Wednesday, May 28, 2014

Pope Francis: One Year Later

It's now been a little over a year since the world was introduced to Pope Francis. While it is still too early to draw any definitive conclusions about his papacy, I wanted to share some tentative thoughts.

1) The importance of evangelization. Pope Francis, as indicated by his apostolic exhortation, is making evangelization the hallmark of his papacy. Included in this emphasis is a stress on the person of Jesus Christ, love of neighbor, and the preferential option for the poor. Additionally, there should be less emphasis on abortion, birth control, and homosexuality. These are moral issues that are of secondary importance in the Gospel message.

2) Abortion and women priests are where he draws the line. His exhortation made clear that there will be no change on these two issues. Rumors have indicated that the pope is open to married priests in the Roman rite, that he is open to the reception of eucharist by remarried Catholics, and that he has considered civil unions as an option for gay and lesbians, but abortion and women priests are off the table.
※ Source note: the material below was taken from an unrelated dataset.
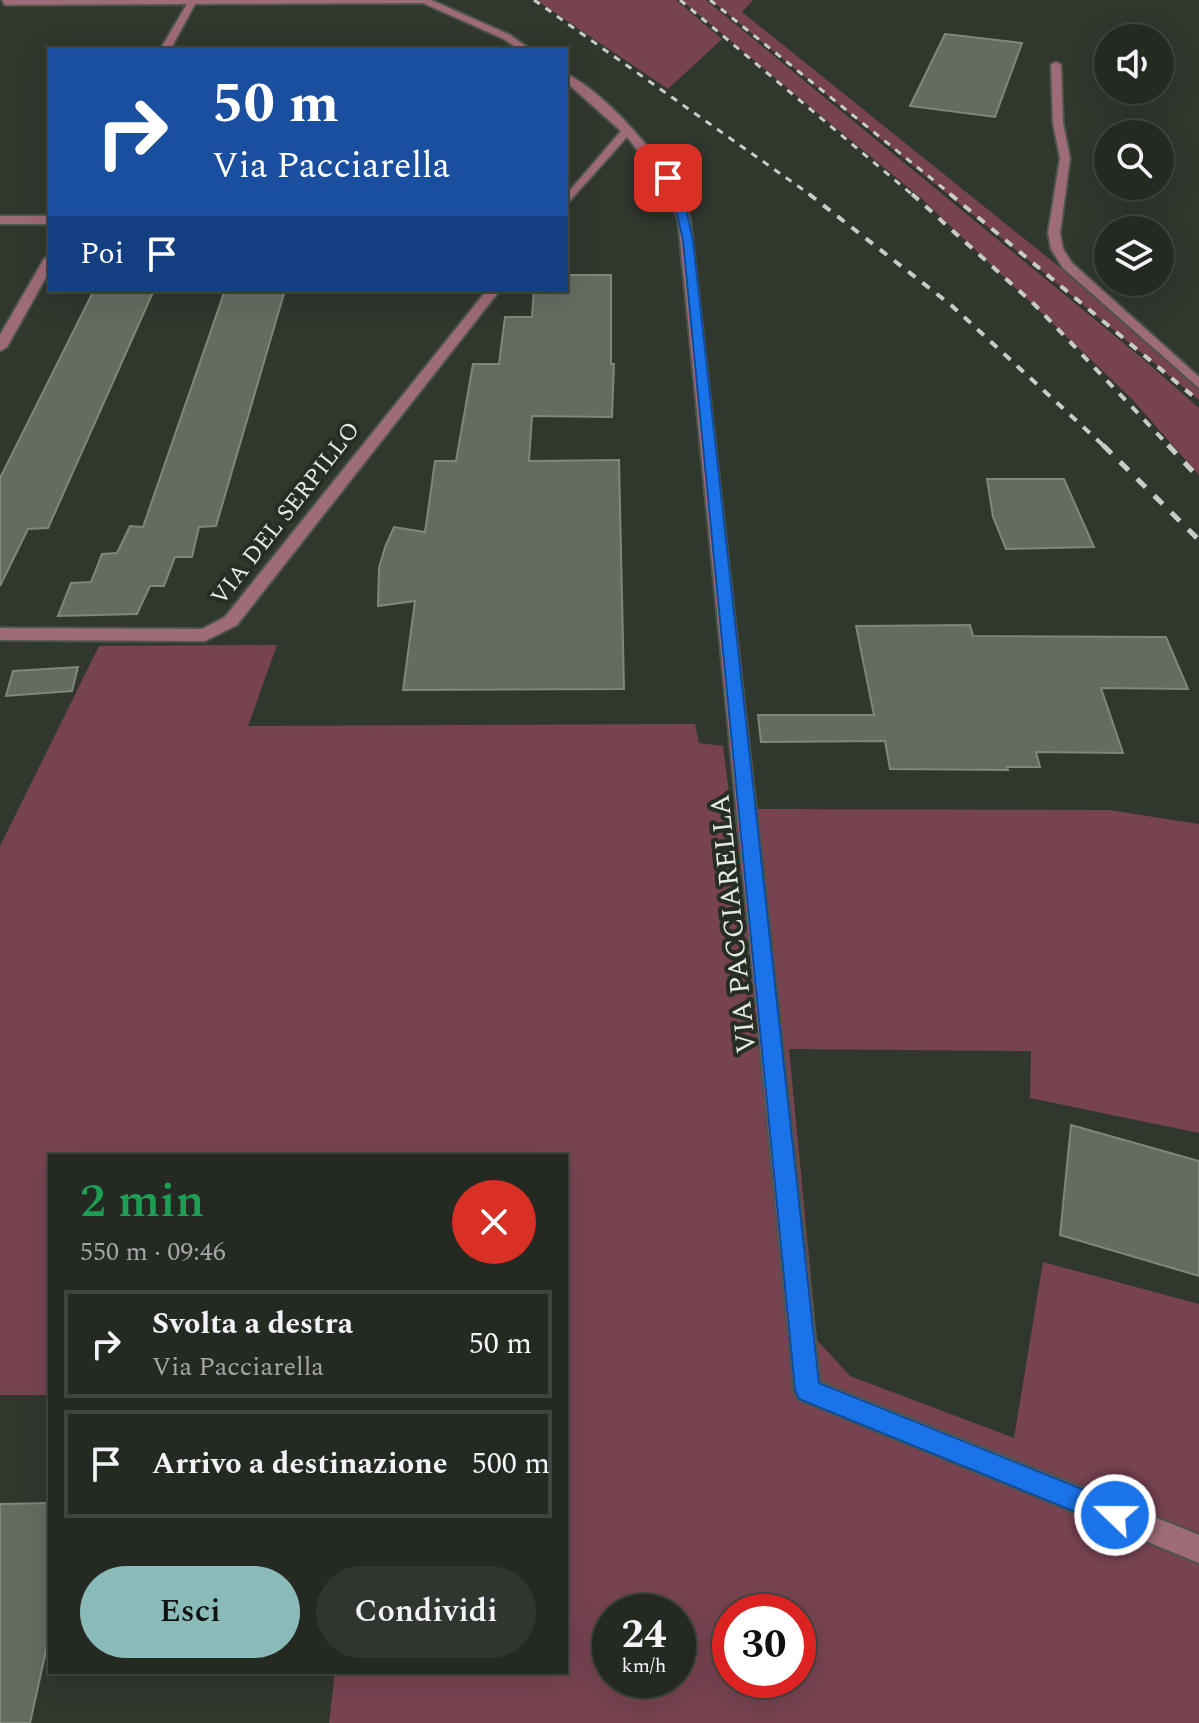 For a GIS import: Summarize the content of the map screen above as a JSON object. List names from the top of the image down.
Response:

Even in the Milwaukee area, we have had a priest that was recently censured for concelebrating mass with a woman priest.

3) He might actually do something about the clergy sexual abuse scandal. While Pope Francis has not done much about the clergy sexual abuse scandal so far, he had indicated that in the coming months, a zero-tolerance rule may be implemented world wide against clergy with credible allegations of abuse. He also plans on meeting with some victims of sexual abuse. Which victims he will meet with and how they are selected should (and will) fall under public scrutiny. Pope Francis has thus far created a positive image for himself and the direction of the Catholic Church, but his actions on sexual abuse will define his papacy for years to come.

A Faithful Catholic

Thursday, May 9, 2013

Easter Reflection on the Year of Two Popes

Since I posted last, Benedict retired and Francis was elected.  As in previous posts about Benedict, I believe he was step forward from John Paul II.  He was much more willing to dialogue (e.g., with H. Kung) and allow for a bigger Catholic Church than JPII.  Nonetheless, his greatest contribution to the modern Church may be his resignation.  There is a popular theory that he resigned because the Vatican Curia was out of his control.  Who knows... In any case, having two popes at the same time (in a sense) causes some of the mystique the papacy to fade.  For many conservatives, the Pope is the direct conduit of the Holy Spirit.  Does the Holy Spirit get confused when there are two popes?  Benedict obviously did not believe this to the extent that many arch-conservatives do, for he published books under this baptismal name--an action not done by JPII.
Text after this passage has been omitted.